Intent and Access Clause Samples
The "Intent and Access" clause defines the parties' mutual understanding regarding the purpose of the agreement and the permitted use or access to certain resources, information, or systems. Typically, this clause clarifies what each party is allowed to do under the agreement, such as specifying who can access confidential data or use proprietary technology, and under what circumstances. Its core function is to ensure both parties are aligned on the scope of their rights and responsibilities, thereby preventing misunderstandings or unauthorized use.
Intent and Access. Such Seller is acquiring the shares of Class A Common Stock without a view to the public distribution or resale in violation of any applicable federal or state securities laws. Such Seller acknowledges that the shares of Buyer's Class A Common Stock are not registered under the Securities Act of 1933, as amended or any state securities laws and cannot be sold publicly without registration thereunder or an exemption from such registration. Such Seller understands that certificates for such shares will contain a legend with respect to the restrictions on transfer under federal and applicable state securities laws as well as the fact that the shares are "restricted securities" under such federal and state laws. Such Seller has been furnished with such information, both financial and non-financial, with respect to the operations, business, capital structure, and financial position of Buyer and its subsidiaries as he believes necessary and has been given the opportunity to ask questions of and receive answers from Buyer and its subsidiaries and their officers concerning Buyer and its subsidiaries. Without limiting the foregoing, such Seller specifically acknowledges the receipt of Buyer's Form 10-K Report for the fiscal year ended September 30, 1997.
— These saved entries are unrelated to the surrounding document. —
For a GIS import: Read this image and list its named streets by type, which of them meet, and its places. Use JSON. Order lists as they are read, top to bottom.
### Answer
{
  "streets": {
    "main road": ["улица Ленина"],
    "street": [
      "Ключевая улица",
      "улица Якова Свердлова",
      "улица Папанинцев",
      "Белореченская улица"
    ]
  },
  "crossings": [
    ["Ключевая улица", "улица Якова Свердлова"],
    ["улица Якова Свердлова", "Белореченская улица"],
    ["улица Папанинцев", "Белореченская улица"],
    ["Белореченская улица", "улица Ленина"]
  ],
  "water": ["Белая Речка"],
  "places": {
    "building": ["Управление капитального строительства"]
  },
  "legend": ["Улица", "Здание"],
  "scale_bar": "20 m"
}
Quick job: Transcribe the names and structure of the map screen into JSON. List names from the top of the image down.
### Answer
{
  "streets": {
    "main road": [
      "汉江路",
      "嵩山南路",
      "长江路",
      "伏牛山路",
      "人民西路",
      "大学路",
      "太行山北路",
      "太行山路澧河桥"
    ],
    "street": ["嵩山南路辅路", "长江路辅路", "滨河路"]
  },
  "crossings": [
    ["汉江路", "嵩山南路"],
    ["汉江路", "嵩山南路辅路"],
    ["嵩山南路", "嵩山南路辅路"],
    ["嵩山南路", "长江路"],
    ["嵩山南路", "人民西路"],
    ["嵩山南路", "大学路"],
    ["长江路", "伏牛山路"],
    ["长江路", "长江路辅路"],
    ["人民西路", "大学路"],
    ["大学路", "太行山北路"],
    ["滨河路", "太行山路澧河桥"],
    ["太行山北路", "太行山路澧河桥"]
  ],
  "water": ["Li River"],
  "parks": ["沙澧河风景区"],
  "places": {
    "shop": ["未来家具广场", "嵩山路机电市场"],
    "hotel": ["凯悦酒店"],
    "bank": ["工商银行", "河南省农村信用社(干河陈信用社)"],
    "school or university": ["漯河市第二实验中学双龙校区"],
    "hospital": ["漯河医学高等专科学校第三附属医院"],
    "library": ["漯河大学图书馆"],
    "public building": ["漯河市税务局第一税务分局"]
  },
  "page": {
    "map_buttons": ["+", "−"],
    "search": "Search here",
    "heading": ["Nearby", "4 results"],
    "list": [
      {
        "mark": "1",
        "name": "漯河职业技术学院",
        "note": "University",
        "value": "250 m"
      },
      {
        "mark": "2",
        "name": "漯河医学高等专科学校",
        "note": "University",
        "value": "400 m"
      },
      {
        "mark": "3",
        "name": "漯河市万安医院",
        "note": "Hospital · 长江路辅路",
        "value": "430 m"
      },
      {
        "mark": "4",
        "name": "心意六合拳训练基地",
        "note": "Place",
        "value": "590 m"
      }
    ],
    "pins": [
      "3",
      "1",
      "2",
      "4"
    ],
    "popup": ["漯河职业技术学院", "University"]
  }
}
Intent and Access. Such Seller is acquiring the shares of Buyer's Common Stock without a view to the public distribution or resale in violation of any applicable federal or state securities laws. Such Seller acknowledges that the shares of Buyer's Common Stock are not registered under the Securities Act of 1933, as amended or any state securities laws and cannot be sold publicly without registration thereunder or an exemption from such registration. Such Seller understands that certificates for such shares will contain a legend with respect to the restrictions on transfer under federal and applicable state securities laws as well as the fact that the shares are "restricted securities" under such federal and state laws. Such Seller has been furnished with such information, both financial and non-financial, with respect to the operations, business, capital structure, and financial position of Buyer and its subsidiaries as he believes necessary and has been given the opportunity to ask questions of and receive answers from Buyer and its subsidiaries and their officers concerning Buyer and its subsidiaries. Without limiting the foregoing, such Seller specifically acknowledges the receipt of Buyer's Form 10-KSB Report for the fiscal year ended September 30, 1996, Buyer's Proxy Statement dated January 29, 1996, Buyer's 1996 Annual Report to Shareholders, Buyer's Prospectus dated May 29, 1996, Buyer's Current Report on Form 8-K dated June 20, 1996, and Buyer's Current Report on Form 8-K dated November 7, 1996. Notwithstanding the foregoing, Sellers understand that Buyer will promptly undertake to register the Buyer's Common Stock.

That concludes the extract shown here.